'A picture is worth a thousand words': The use of microscopy for imaging neuroinflammation

Abstract

Since the first studies of the nervous system by the Nobel laureates Camillo Golgi and Santiago Ramon y Cajal using simple dyes and conventional light microscopes, microscopy has come a long way to the most recent techniques that make it possible to perform images in live cells and animals in health and disease. Many pathological conditions of the central nervous system have already been linked to inflammatory responses. In this scenario, several available markers and techniques can help imaging and unveil the neuroinflammatory process. Moreover, microscopy imaging techniques have become even more necessary to validate the large quantity of data generated in the era of 'omics'. This review aims to highlight how to assess neuroinflammation by using microscopy as a tool to provide specific details about the cell's architecture during neuroinflammatory conditions. First, we describe specific markers that have been used in light microscopy studies and that are widely applied to unravel and describe neuroinflammatory mechanisms in distinct conditions. Then, we discuss some important methodologies that facilitate the imaging of these markers, such as immunohistochemistry and immunofluorescence techniques. Emphasis will be given to studies using two-photon microscopy, an approach that revolutionized the real-time assessment of neuroinflammatory processes. Finally, some studies integrating omics with microscopy will be presented. The fusion of these techniques is developing, but the high amount of data generated from these applications will certainly improve comprehension of the molecular mechanisms involved in neuroinflammation.

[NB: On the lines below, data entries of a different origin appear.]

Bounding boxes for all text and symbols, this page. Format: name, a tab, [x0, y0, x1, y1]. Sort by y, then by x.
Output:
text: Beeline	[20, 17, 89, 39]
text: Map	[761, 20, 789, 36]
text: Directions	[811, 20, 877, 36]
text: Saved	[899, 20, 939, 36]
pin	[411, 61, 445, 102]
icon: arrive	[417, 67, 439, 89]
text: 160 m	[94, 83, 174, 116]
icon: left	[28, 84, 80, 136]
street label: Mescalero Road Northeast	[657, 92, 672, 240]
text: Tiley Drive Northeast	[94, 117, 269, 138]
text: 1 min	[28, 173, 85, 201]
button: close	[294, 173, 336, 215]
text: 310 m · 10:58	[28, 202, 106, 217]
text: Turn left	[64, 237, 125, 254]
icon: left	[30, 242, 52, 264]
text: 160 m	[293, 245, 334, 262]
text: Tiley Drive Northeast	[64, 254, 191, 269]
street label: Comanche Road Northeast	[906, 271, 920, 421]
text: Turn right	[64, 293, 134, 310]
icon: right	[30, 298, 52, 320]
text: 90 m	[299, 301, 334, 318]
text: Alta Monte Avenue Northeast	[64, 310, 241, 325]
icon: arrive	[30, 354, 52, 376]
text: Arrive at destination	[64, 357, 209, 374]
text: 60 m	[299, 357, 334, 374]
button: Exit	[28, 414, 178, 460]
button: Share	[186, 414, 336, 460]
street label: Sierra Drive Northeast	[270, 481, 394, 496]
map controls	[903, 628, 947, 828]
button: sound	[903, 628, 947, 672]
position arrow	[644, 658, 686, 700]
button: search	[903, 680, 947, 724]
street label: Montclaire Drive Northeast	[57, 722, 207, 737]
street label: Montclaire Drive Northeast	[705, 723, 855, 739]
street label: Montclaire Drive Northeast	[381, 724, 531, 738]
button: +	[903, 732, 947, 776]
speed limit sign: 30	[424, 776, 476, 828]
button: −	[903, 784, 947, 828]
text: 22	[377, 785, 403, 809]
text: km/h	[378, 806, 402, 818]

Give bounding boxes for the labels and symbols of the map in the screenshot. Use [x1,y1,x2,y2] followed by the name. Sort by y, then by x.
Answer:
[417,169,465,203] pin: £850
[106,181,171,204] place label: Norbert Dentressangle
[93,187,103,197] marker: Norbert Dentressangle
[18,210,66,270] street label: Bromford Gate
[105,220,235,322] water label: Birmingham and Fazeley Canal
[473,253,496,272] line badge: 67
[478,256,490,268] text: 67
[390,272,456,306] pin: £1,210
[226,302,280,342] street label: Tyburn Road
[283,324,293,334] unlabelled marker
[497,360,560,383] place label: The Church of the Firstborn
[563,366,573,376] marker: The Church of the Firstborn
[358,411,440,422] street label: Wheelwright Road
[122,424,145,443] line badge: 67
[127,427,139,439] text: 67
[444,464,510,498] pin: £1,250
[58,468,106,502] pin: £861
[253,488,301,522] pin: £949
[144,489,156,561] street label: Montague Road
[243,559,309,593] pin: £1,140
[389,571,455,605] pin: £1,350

Keywords: immunofluorescence; immunohistochemistry; microscopy; nervous system; neuroinflammation.

FIGURE 1

Neuroinflammation is characterized by several cellular and molecular processes leading to different cell phenotypes, mainly in astrocytes and microglia. These neuroinflammatory features (production and release of proinflammatory mediators and BBB leakage) can drive morphological changes in glial cells, which can be assessed through histological techniques with different markers (see the main text for details). BBB = blood–brain barrier

FIGURE 2

Simplified illustration of Sholl analysis of cell arborization. (a) In this technique, the cell can be imaged using immunofluorescence or immunohistochemistry. (b) Concentric circles are drawn over the cell, with the body at the center. (c) Two diagonal lines can be drawn to establish two lateral quadrants and two central quadrants. (d) Analyzed parameters can include: the number of branches starting from the soma; the number of times branches cross the circles in each quadrant; the length of the longest branch. Parameters can be reported in total or by quadrant [128, 130, 131].

FIGURE 3

In vivo microscopy can be performed in cell cultures or tissue slices. The microscope is coupled to an incubation system that maintains controlled conditions such as temperature, atmospheric gases (O₂, CO₂), pH, and osmolarity to keep cells/tissue alive for as long as possible.

FIGURE 4

Two‐photon versus one‐photon microscopy. Two‐photon microscopy uses the simultaneous excitation of a fluorophore by two photons. The excitation wavelength is longer than the emission wavelength. Longer wavelengths are lower energy, reducing sample damage caused by phototoxicity. In traditional one‐photon fluorescence microscopy shorter excitation wavelengths are used (for example, ultraviolet light), reducing cell/tissue viability.

FIGURE 5

Omics analyses are a range of approaches that examine the totality or a broad selection of features in a biological sample, for example, genomics, transcriptomics, proteomics and metabolomics identifying, respectively, genes, mRNA, proteins, and metabolites. However, omics analysis uses techniques that require the cells to be removed from the original tissue or site, losing crucial information related to the spatial distribution and heterogeneity of cells. The fusion of microscopy and omics allows the analysis of a large amount of data without losing spatial information, which is extremely important in the study of neuroinflammation.